---------- Record extracts ----------

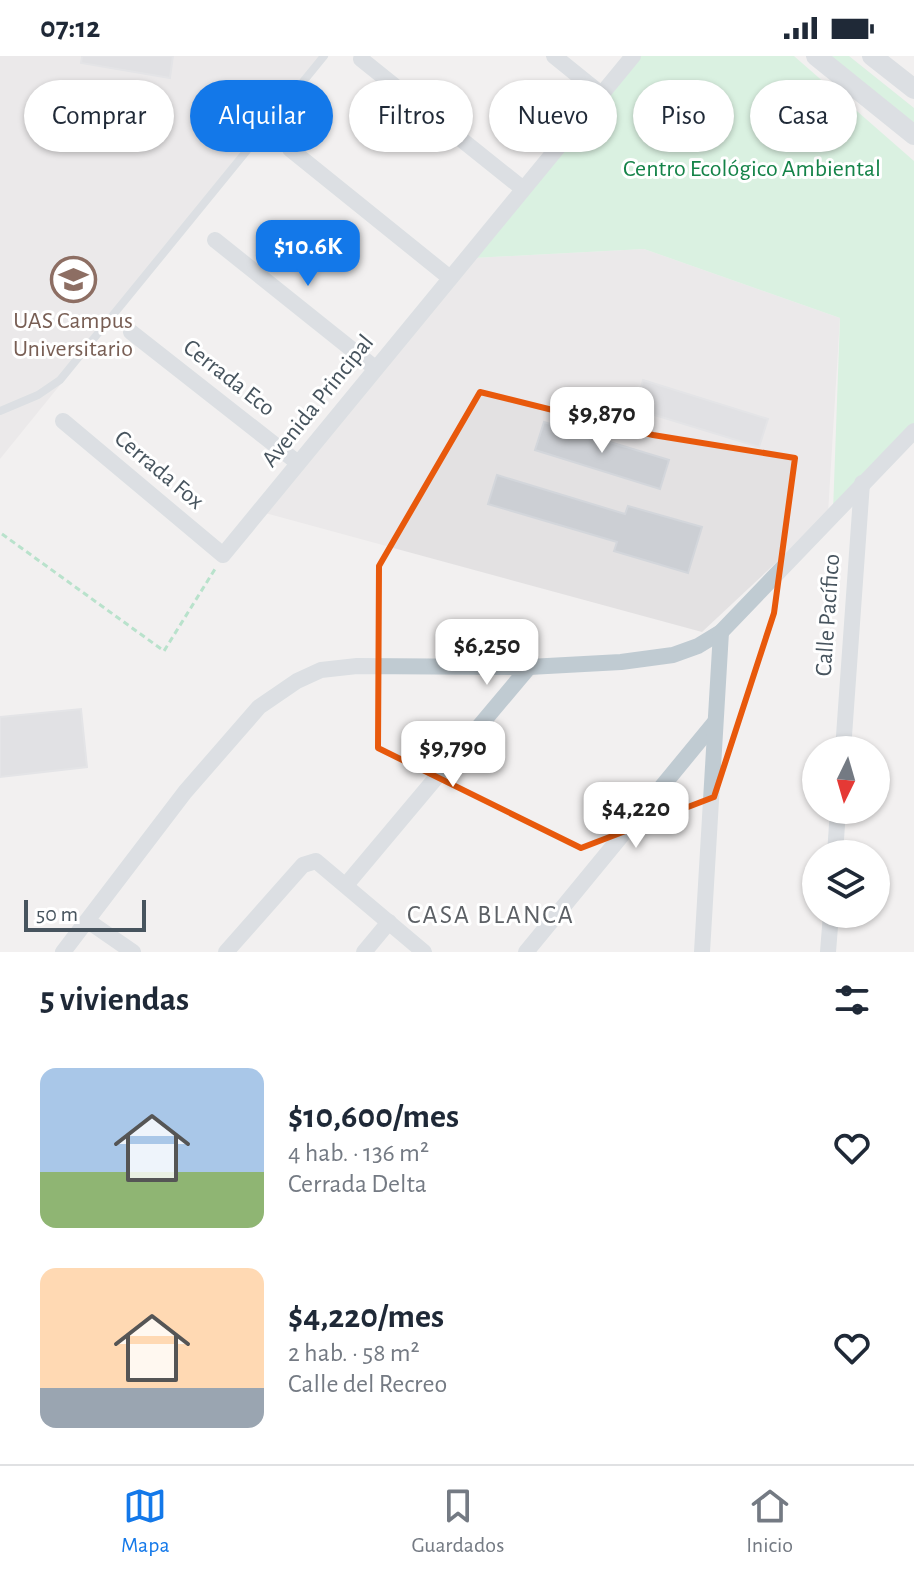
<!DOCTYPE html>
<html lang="es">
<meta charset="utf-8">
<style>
body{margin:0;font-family:"Alegreya Sans",sans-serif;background:#f6f6f7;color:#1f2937;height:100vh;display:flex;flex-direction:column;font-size:30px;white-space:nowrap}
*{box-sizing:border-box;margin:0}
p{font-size:26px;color:#747a83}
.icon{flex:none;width:44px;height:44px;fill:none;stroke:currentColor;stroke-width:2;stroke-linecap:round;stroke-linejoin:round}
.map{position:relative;height:896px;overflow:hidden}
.drawer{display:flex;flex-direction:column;background:#fff;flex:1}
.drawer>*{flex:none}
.banner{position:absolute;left:24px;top:24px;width:866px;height:72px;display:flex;gap:16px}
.needle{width:52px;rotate:185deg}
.fabs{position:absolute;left:802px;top:680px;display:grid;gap:16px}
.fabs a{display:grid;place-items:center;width:88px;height:88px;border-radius:50%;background:#fff;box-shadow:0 2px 6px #0004;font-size:40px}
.scale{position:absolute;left:24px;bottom:20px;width:122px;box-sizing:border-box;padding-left:8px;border:4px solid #47545e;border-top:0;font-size:22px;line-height:28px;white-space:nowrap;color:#47545e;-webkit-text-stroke:6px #fff;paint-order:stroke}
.price{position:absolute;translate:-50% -68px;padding:0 18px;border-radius:16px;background:#fff;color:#222;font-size:26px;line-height:52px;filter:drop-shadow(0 2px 4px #0008)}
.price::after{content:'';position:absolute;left:50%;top:48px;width:24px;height:18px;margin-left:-12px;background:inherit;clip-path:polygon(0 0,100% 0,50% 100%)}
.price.selected{background:#1378e9;color:#fff}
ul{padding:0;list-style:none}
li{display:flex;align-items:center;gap:24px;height:200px;padding:0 40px}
li span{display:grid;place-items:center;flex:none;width:224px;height:160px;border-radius:16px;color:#555}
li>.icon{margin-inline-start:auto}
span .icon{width:96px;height:96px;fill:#fffc;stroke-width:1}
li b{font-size:34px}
h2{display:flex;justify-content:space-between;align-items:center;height:96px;padding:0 40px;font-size:34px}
.chip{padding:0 28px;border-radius:36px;background:#fff;box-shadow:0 2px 6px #0004;font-size:28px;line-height:72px}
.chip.selected{background:#1378e9;color:#fff}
.status{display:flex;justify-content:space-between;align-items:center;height:56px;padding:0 40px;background:#fff;direction:ltr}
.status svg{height:22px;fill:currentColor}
.dock{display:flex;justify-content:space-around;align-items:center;height:112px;border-top:2px solid #e0e1e3;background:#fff;font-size:22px;color:#747a83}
.dock a{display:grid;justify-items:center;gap:4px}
.dock .selected{color:#1378e9}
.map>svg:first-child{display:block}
.education{fill:#e3e1e2}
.green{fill:#bdf1cf}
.building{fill:#cccfd4;stroke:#d3d6db;stroke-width:2}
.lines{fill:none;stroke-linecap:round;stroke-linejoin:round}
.path{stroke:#74d09f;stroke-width:3;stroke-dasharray:6 4;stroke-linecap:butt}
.service{stroke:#c0cbd2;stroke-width:8}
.minor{stroke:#c0cbd2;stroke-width:16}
.tertiary{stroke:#c0cbd2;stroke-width:20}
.marked{fill:none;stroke:#e8590c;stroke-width:6;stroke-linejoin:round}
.labels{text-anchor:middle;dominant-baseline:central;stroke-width:6;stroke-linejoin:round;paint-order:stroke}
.park-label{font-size:24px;fill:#148348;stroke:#fff}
.education-label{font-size:24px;fill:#785e54;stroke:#fff}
.street-label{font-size:24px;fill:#47545e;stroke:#fff}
.neighbourhood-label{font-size:26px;letter-spacing:2px;fill:#5c6065;stroke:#fff}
</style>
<div class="status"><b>07:12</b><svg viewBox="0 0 49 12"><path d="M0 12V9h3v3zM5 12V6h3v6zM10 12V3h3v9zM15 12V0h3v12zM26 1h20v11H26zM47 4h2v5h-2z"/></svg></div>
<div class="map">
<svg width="914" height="896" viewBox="0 0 914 896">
<rect width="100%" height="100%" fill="#f2f0f0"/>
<g class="education">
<path d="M0,0H327L0,403Z"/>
<path d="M644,193L840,262L828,458L702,576L265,457L474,202Z"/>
</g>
<g class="green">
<path d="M640,0H794L914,105V372L833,455L840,262L644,193L474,202Z"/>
<path d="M814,0H849L914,52V80Z"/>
</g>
<g class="building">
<path d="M82,0H173L170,22L81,7Z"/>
<path d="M54,40L162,59L157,90L49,72Z"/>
<path d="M643,324L768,363L759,391L635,353Z"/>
<path d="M544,366L669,404L660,433L535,394Z"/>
<path d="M497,419L625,458L628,450L702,471L688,517L614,495L617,486L488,448Z"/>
<path d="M81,653L87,711L0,721V661Z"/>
</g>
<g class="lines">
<path class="path" d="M2,478L164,595L215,513"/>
<path class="service" d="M0,355L38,339L60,324L324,0"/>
<g class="minor">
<path d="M554,0L601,38"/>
<path d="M361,3L522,132"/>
<path d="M290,93L450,222"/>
<path d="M215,184L375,312"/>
<path d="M131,276L298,407"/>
<path d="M63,365L223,499L633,0"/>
<path d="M843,694L862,427"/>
<path d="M835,798L838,754"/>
<path d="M346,829L529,611"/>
<path d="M88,865L133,896"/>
<path d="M63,896L185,736L259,651L297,625L321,614L357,610L529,611L621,606L673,599L698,590L721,576L914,375"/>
<path d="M226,896L303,809L316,805L424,896"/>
<path d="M364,896L389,866"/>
<path d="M526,896L715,666"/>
<path d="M702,896L721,576"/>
<path d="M828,896L831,858"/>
</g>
<g class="tertiary">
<path d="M816,0L914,79"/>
<path d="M872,0L914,33"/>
</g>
</g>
<path d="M0 0H914V896H0ZM480,336L653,379L795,402L774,557L714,741L581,792L378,692L379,510Z" fill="#f2f0f0" fill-opacity=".55" fill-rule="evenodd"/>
<path class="marked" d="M480,336L653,379L795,402L774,557L714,741L581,792L378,692L379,510Z"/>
<defs>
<symbol id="university-ring" viewBox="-11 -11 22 22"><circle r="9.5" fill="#fff" stroke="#8d6e63" stroke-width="1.5"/><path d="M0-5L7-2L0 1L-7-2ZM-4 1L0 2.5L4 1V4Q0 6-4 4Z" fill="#8d6e63"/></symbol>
</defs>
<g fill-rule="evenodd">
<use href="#university-ring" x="48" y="198" width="51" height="51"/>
</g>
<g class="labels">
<g class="park-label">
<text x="752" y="113">Centro Ecológico Ambiental</text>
</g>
<g class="education-label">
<text x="73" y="265">UAS Campus<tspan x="73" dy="28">Universitario</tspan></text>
</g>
<g class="street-label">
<text transform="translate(229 322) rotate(38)">Cerrada Eco</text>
<text transform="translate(318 345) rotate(-51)">Avenida Principal</text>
<text transform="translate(159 414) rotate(40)">Cerrada Fox</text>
<text transform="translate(828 559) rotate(-86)">Calle Pacífico</text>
</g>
<g class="neighbourhood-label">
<text x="491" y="859">CASA BLANCA</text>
</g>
</g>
</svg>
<div class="fabs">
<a><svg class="needle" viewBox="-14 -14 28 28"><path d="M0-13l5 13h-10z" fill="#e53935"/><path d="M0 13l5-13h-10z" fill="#747a83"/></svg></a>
<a><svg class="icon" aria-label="layers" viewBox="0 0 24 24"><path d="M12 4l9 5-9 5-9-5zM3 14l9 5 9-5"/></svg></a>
</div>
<div class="scale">50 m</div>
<b class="price selected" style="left:308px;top:232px">$10.6K</b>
<b class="price" style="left:602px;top:399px">$9,870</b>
<b class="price" style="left:487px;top:631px">$6,250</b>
<b class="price" style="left:453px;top:733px">$9,790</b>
<b class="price" style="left:636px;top:794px">$4,220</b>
<div class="banner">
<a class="chip">Comprar</a>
<a class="chip selected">Alquilar</a>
<a class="chip">Filtros</a>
<a class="chip">Nuevo</a>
<a class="chip">Piso</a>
<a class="chip">Casa</a>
</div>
</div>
<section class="drawer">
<h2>5 viviendas<svg class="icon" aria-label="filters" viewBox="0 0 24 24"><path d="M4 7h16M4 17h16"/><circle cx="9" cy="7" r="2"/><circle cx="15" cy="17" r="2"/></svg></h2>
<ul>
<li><span style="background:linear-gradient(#a9c7e8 65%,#8fb573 0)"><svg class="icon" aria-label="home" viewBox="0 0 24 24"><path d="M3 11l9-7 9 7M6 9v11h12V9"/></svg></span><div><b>$10,600/mes</b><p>4 hab. · 136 m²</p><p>Cerrada Delta</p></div><svg class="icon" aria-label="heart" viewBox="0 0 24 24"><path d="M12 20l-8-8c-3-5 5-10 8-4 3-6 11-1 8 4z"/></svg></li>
<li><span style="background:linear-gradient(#ffd9b3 75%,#9aa5b1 0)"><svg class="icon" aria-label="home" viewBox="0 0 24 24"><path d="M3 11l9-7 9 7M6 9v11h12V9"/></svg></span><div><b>$4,220/mes</b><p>2 hab. · 58 m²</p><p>Calle del Recreo</p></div><svg class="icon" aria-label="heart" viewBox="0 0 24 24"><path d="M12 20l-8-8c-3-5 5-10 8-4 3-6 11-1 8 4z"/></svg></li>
</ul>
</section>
<nav class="dock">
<a class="selected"><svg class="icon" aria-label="map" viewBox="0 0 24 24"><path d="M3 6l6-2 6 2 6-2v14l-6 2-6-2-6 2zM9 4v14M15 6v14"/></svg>Mapa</a>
<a><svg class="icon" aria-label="saved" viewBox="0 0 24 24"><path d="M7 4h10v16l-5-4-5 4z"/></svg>Guardados</a>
<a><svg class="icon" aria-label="home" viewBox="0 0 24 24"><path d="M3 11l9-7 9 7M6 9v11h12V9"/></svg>Inicio</a>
</nav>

----------

Work request: Apply a filter for "linejoin" to the data above, then copy each line that matches.

Your response:
.icon{flex:none;width:44px;height:44px;fill:none;stroke:currentColor;stroke-width:2;stroke-linecap:round;stroke-linejoin:round}
.lines{fill:none;stroke-linecap:round;stroke-linejoin:round}
.marked{fill:none;stroke:#e8590c;stroke-width:6;stroke-linejoin:round}
.labels{text-anchor:middle;dominant-baseline:central;stroke-width:6;stroke-linejoin:round;paint-order:stroke}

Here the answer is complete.